The things I've learnt this weekend:
1) The manager of my local Sainsbury's is possibly reading my blog, as feta cheese has come down three feet in height (psst. It should be 50p cheaper).
2) Nando's hate vegetarians. Or maybe they just decided I was fat, which was why all my meat eating friends got a full plate of food, while I got a plate of the same size - with one burger on it, and three quarters of a plate just supporting air.
3) I don't chew my food sufficiently.
4) As a result of number 3, I should not drunkenly throw up in my kitchen sink - because the chunks won't go down the plug hole.
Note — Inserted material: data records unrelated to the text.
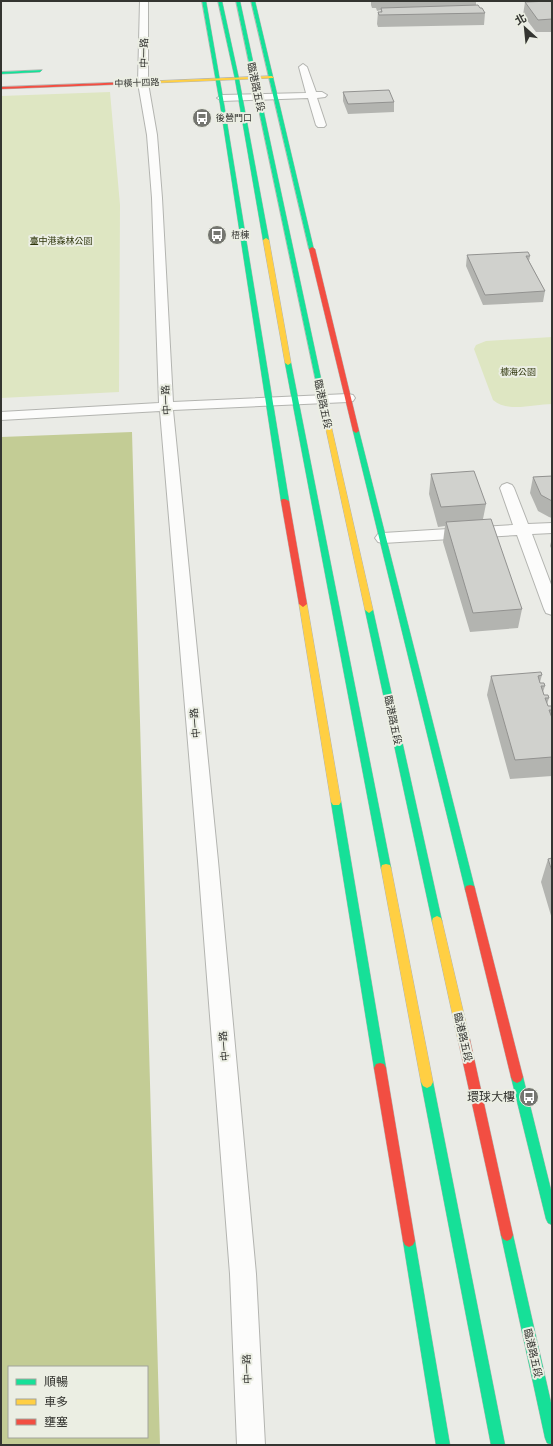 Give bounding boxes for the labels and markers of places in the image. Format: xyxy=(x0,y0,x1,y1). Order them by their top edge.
bus stop icon: 後營門口 xyxy=(191,107,213,129)
place label: 後營門口 xyxy=(216,113,252,123)
bus stop icon: 梧棟 xyxy=(206,224,228,246)
place label: 梧棟 xyxy=(231,229,250,240)
bus stop icon: 環球大樓 xyxy=(518,1086,540,1108)
place label: 環球大樓 xyxy=(467,1090,515,1104) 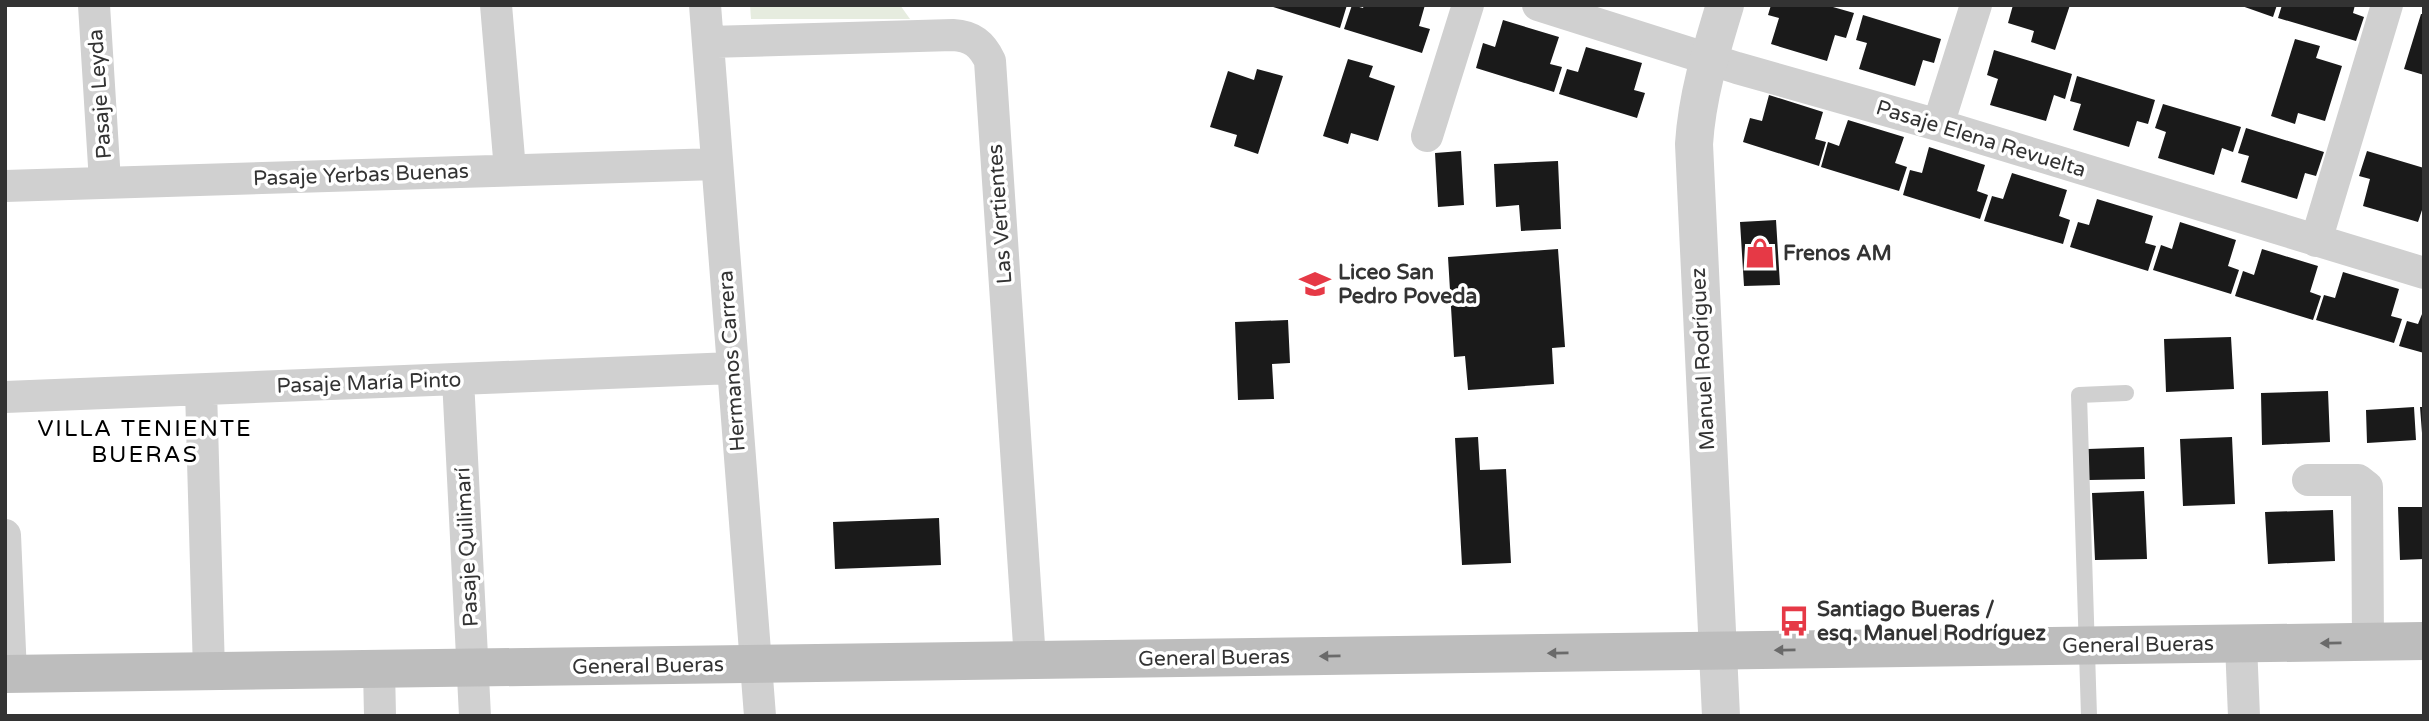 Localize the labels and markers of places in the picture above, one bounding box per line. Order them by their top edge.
shop icon: Frenos AM [1743,236,1777,270]
place label: Frenos AM [1783,241,1892,266]
place label: Liceo San Pedro Poveda [1338,260,1477,309]
school or university icon: Liceo San Pedro Poveda [1298,267,1332,301]
place label: Santiago Bueras / esq. Manuel Rodríguez [1817,597,2046,646]
bus stop icon: Santiago Bueras / esq. Manuel Rodríguez [1777,604,1811,638]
5) Noticing poo on the floor of a bus really adds something to a journey, especially when you're already feeling slightly nauseous due to excessive alcohol consumption. The flip side of the coin though is noticing poo on the floor of the bus can be quite a relief, especially after the incident the other day... until the noticing point I had been paranoid that the smell may have been coming from my wheels.
6) I'm surprisingly fond of Vanilla Ice, even if I'm not sure I'd want to share a farmhouse with him.
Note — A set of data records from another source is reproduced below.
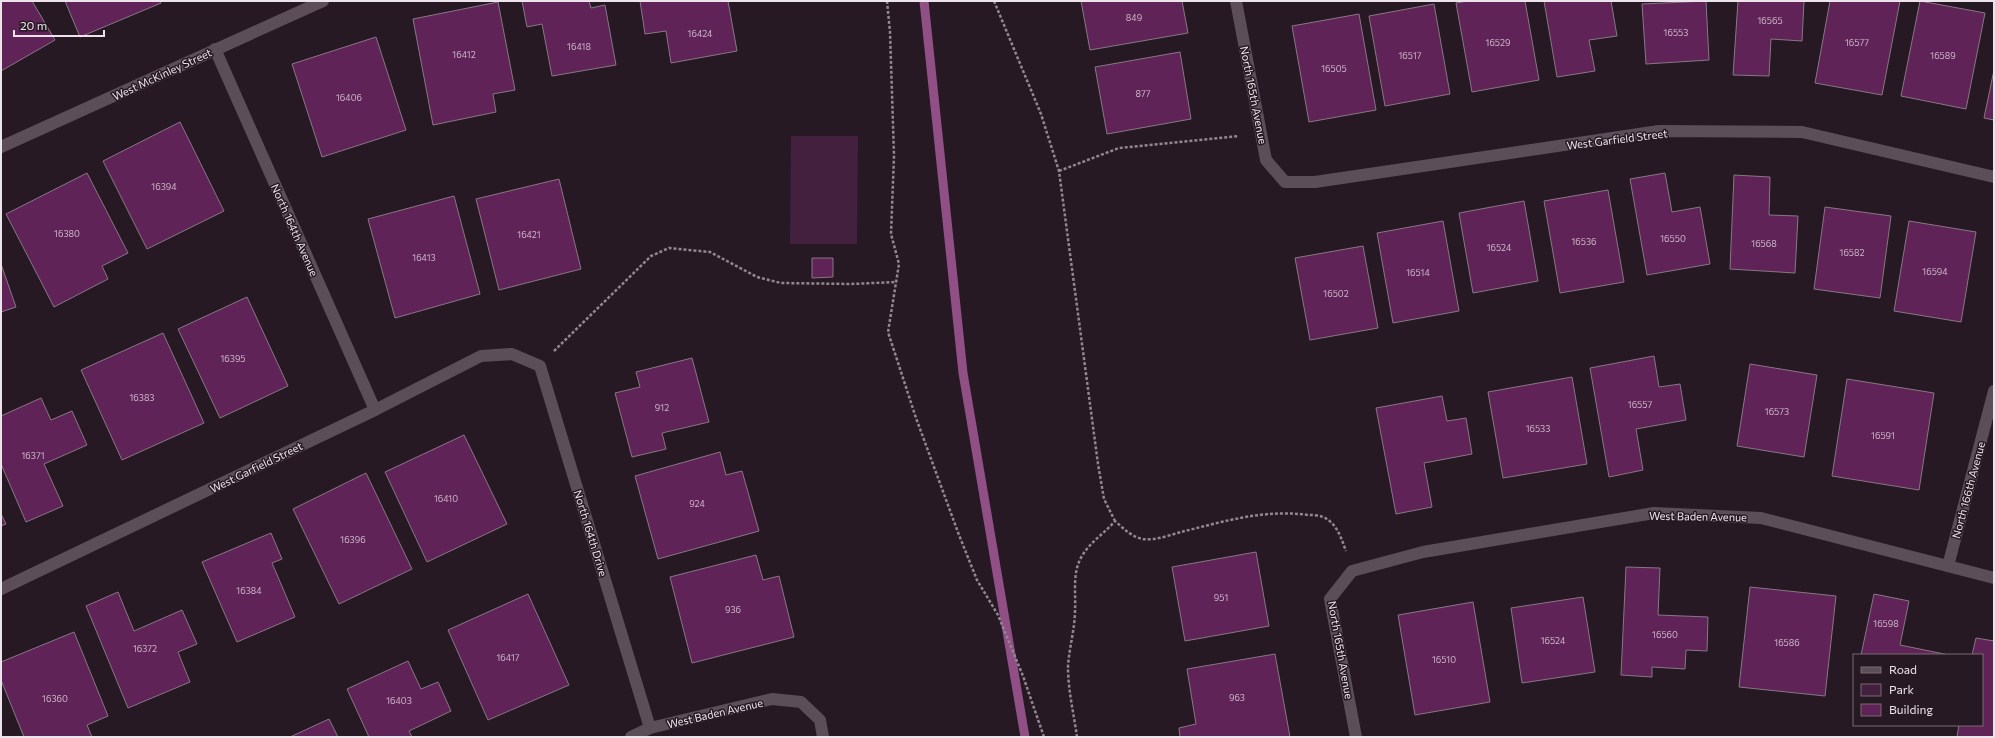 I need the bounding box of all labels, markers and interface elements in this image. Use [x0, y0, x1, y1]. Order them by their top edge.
scale bar [14, 12, 104, 38]
house number: 849 [1126, 12, 1142, 23]
house number: 16565 [1757, 15, 1783, 26]
text: 20 m [20, 18, 47, 32]
house number: 16553 [1664, 27, 1688, 38]
house number: 16424 [688, 28, 713, 39]
house number: 16529 [1486, 37, 1510, 48]
house number: 16577 [1845, 37, 1869, 48]
house number: 16418 [567, 41, 591, 52]
street label: West McKinley Street [110, 45, 214, 103]
street label: North 165th Avenue [1238, 45, 1270, 145]
house number: 16412 [452, 49, 476, 60]
house number: 16517 [1398, 50, 1422, 61]
house number: 16589 [1930, 50, 1956, 61]
house number: 16505 [1321, 63, 1347, 74]
house number: 877 [1136, 88, 1151, 99]
house number: 16406 [336, 92, 362, 103]
street label: West Garfield Street [1566, 126, 1669, 152]
house number: 16394 [151, 181, 177, 192]
street label: North 164th Avenue [269, 182, 321, 278]
house number: 16380 [54, 228, 80, 239]
house number: 16421 [517, 229, 541, 240]
house number: 16550 [1660, 233, 1686, 244]
house number: 16536 [1571, 236, 1597, 247]
house number: 16568 [1751, 238, 1777, 249]
house number: 16524 [1487, 242, 1512, 253]
house number: 16582 [1840, 247, 1864, 258]
house number: 16413 [412, 252, 436, 263]
house number: 16594 [1922, 266, 1948, 277]
house number: 16514 [1406, 267, 1430, 278]
house number: 16502 [1323, 288, 1349, 299]
house number: 16395 [220, 353, 246, 364]
house number: 16383 [130, 392, 155, 403]
house number: 16557 [1628, 399, 1652, 410]
house number: 912 [655, 402, 669, 413]
house number: 16573 [1765, 406, 1789, 417]
house number: 16533 [1526, 423, 1550, 434]
house number: 16591 [1871, 430, 1895, 441]
street label: West Garfield Street [208, 439, 305, 495]
street label: North 166th Avenue [1949, 440, 1987, 540]
house number: 16371 [22, 450, 44, 461]
street label: North 164th Drive [572, 488, 610, 578]
house number: 16410 [434, 493, 458, 504]
house number: 924 [689, 498, 705, 509]
street label: West Baden Avenue [1649, 509, 1747, 523]
house number: 16396 [340, 534, 366, 545]
house number: 16384 [236, 585, 262, 596]
house number: 951 [1214, 592, 1228, 603]
street label: North 165th Avenue [1326, 600, 1356, 700]
house number: 936 [725, 604, 741, 615]
house number: 16598 [1873, 618, 1899, 629]
house number: 16560 [1652, 629, 1678, 640]
house number: 16524 [1541, 635, 1566, 646]
house number: 16586 [1774, 637, 1800, 648]
house number: 16372 [133, 643, 157, 654]
house number: 16417 [496, 652, 520, 663]
house number: 16510 [1432, 654, 1456, 665]
legend [1853, 654, 1983, 726]
text: Road [1889, 662, 1917, 676]
text: Park [1889, 682, 1915, 696]
house number: 963 [1229, 692, 1245, 703]
house number: 16360 [42, 693, 68, 704]
house number: 16403 [386, 695, 412, 706]
street label: West Baden Avenue [666, 696, 764, 730]
text: Building [1889, 702, 1933, 716]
7) I can still remember all the words to Ice Ice Baby.
8) Going to the zoo on a rainy day is a big mistake. You get wet. Though, the amount of money it costs to get in, I understand why the catchphrase says that rainy days are what you need to save your money for. But in future what little money I have will be spent on doing something beneath a roof.
9) I had been so impressed with my lighting up wheels on my wheelchair - until yesterday someone pointed out they were probably invented by a sadistic bastard who thought "Hmmm, you know what those people with mobility impairments need? Upper body exercise. Lets put lights in the front wheels that light up in more colours the faster they push!"